> **HOW TO COMPLETE THIS TASK**
Would you return the listing exactly as written, apart from its pictures?

* * * * * * * * *

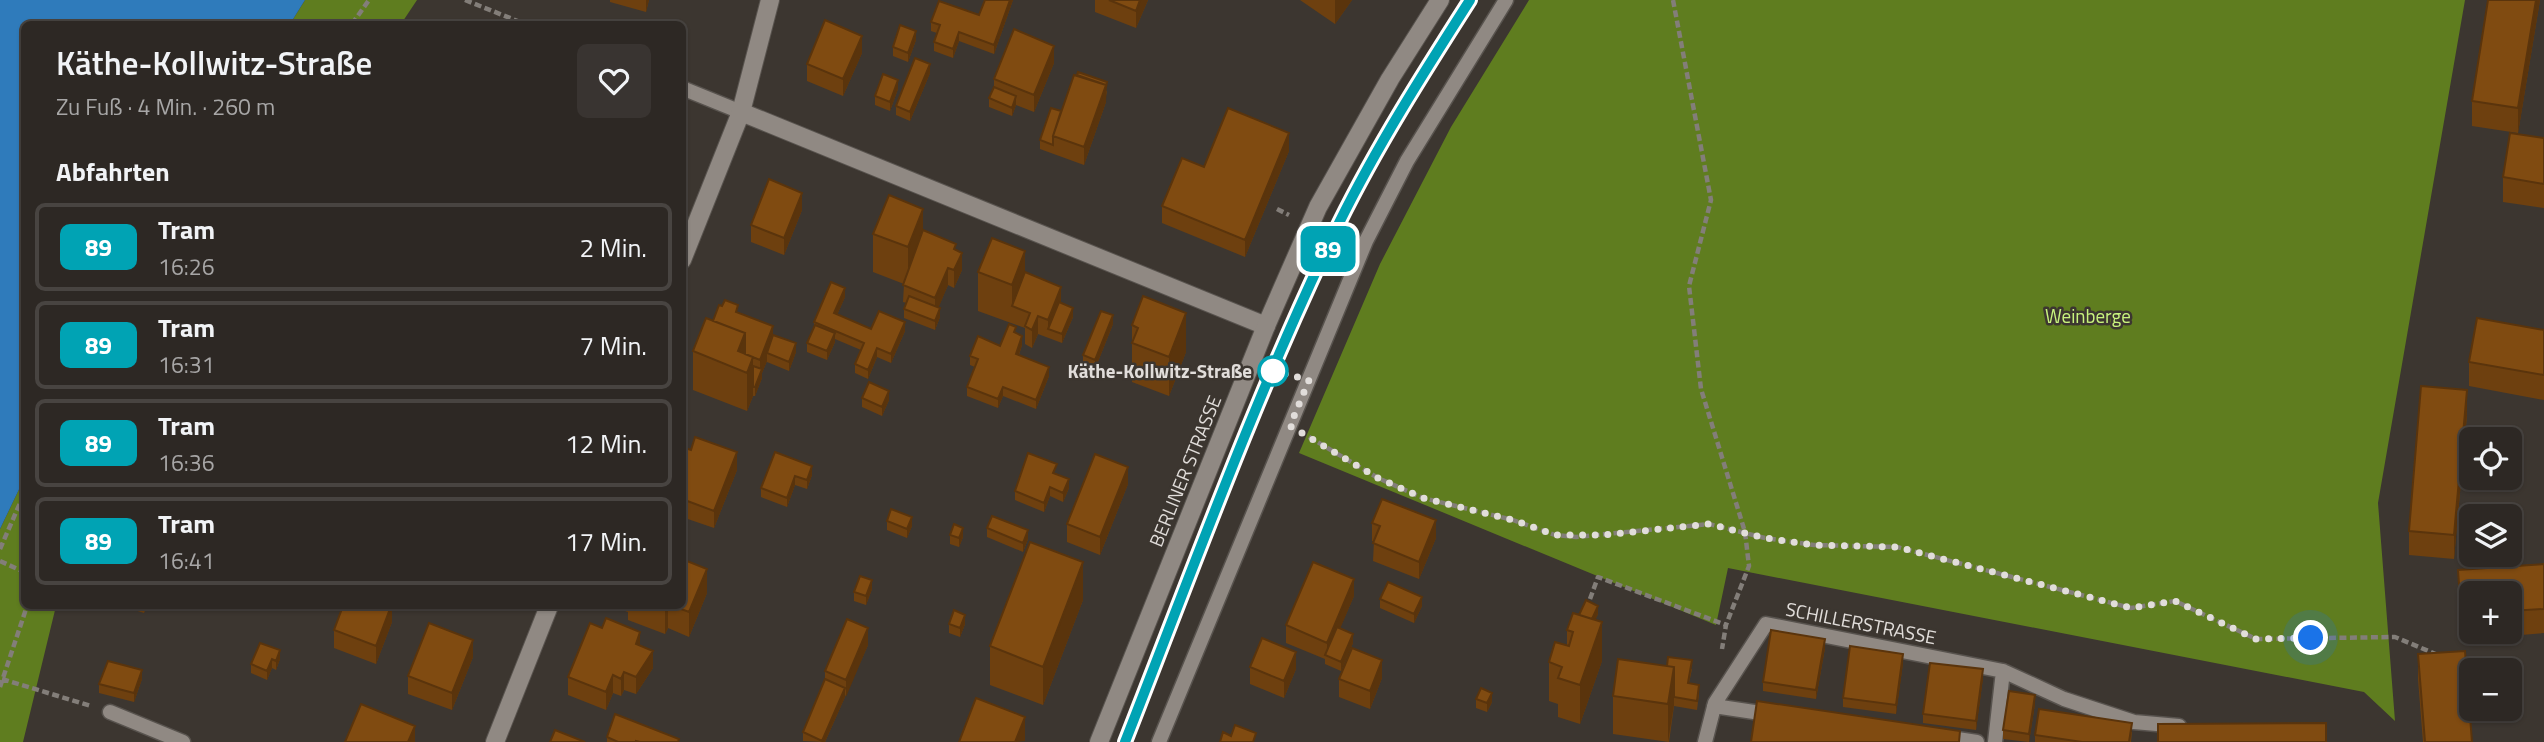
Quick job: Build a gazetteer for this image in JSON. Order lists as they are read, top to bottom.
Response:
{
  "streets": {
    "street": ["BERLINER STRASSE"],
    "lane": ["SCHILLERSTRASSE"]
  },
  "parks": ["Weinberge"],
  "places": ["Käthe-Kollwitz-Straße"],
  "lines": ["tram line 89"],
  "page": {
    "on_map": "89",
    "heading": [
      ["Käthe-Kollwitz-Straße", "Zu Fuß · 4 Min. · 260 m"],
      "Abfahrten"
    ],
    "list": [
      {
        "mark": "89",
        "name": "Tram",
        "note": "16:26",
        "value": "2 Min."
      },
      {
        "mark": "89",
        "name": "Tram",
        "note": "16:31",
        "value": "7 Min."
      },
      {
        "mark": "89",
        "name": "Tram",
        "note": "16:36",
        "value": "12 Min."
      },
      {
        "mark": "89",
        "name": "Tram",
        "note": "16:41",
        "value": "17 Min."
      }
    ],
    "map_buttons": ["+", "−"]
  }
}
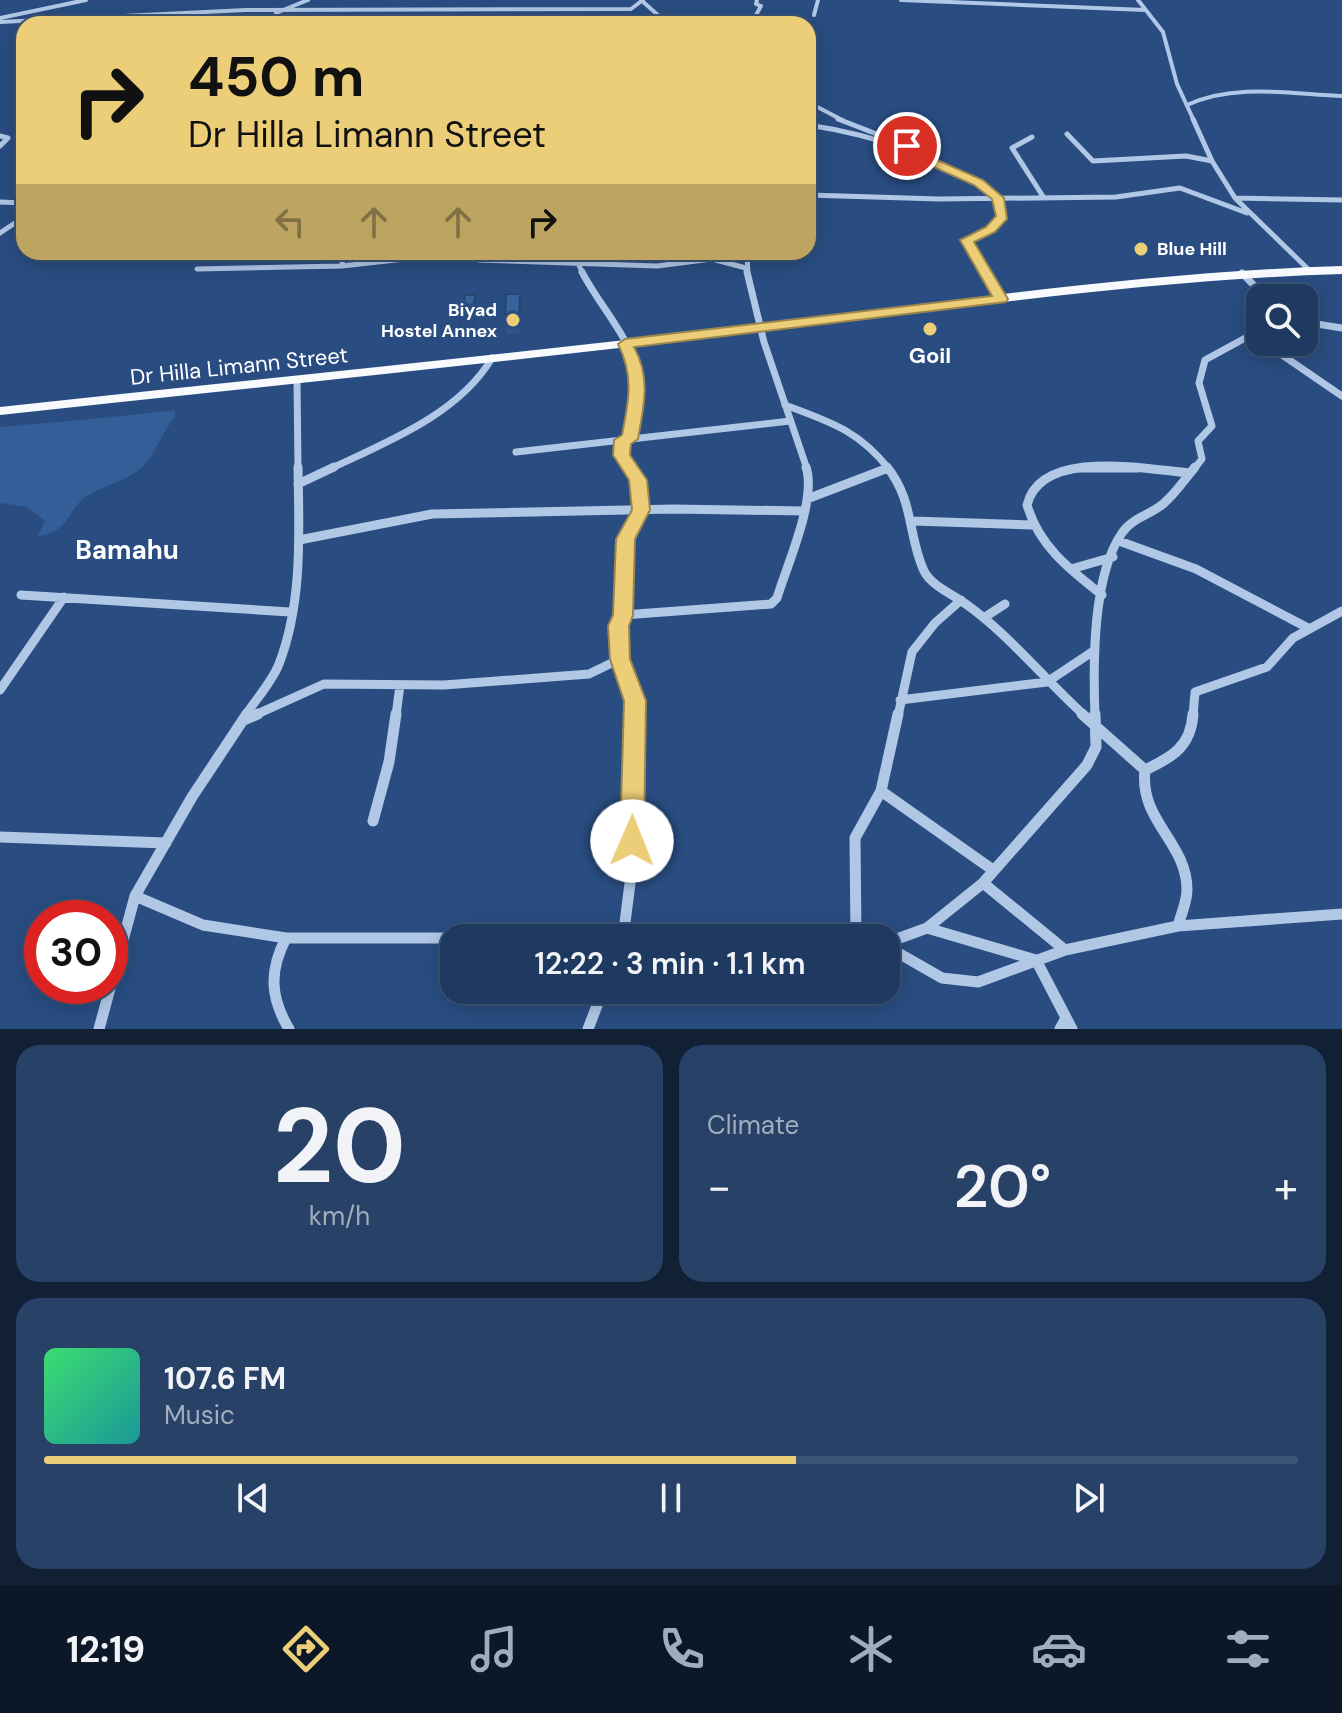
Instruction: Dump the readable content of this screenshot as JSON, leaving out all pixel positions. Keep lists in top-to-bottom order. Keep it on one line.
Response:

* * * * * * * * *

> **RESULT FOR THIS TASK**
Quick job: Build a gazetteer for this image in JSON. Order lists as they are read, top to bottom.
Response:
{
  "streets": {
    "street": ["BERLINER STRASSE"],
    "lane": ["SCHILLERSTRASSE"]
  },
  "parks": ["Weinberge"],
  "places": ["Käthe-Kollwitz-Straße"],
  "lines": ["tram line 89"],
  "page": {
    "on_map": "89",
    "heading": [
      ["Käthe-Kollwitz-Straße", "Zu Fuß · 4 Min. · 260 m"],
      "Abfahrten"
    ],
    "list": [
      {
        "mark": "89",
        "name": "Tram",
        "note": "16:26",
        "value": "2 Min."
      },
      {
        "mark": "89",
        "name": "Tram",
        "note": "16:31",
        "value": "7 Min."
      },
      {
        "mark": "89",
        "name": "Tram",
        "note": "16:36",
        "value": "12 Min."
      },
      {
        "mark": "89",
        "name": "Tram",
        "note": "16:41",
        "value": "17 Min."
      }
    ],
    "map_buttons": ["+", "−"]
  }
}
Instruction: Dump the readable content of this screenshot as JSON, leaving out all pixel positions. Keep lists in top-to-bottom order. Keep it on one line.
Response:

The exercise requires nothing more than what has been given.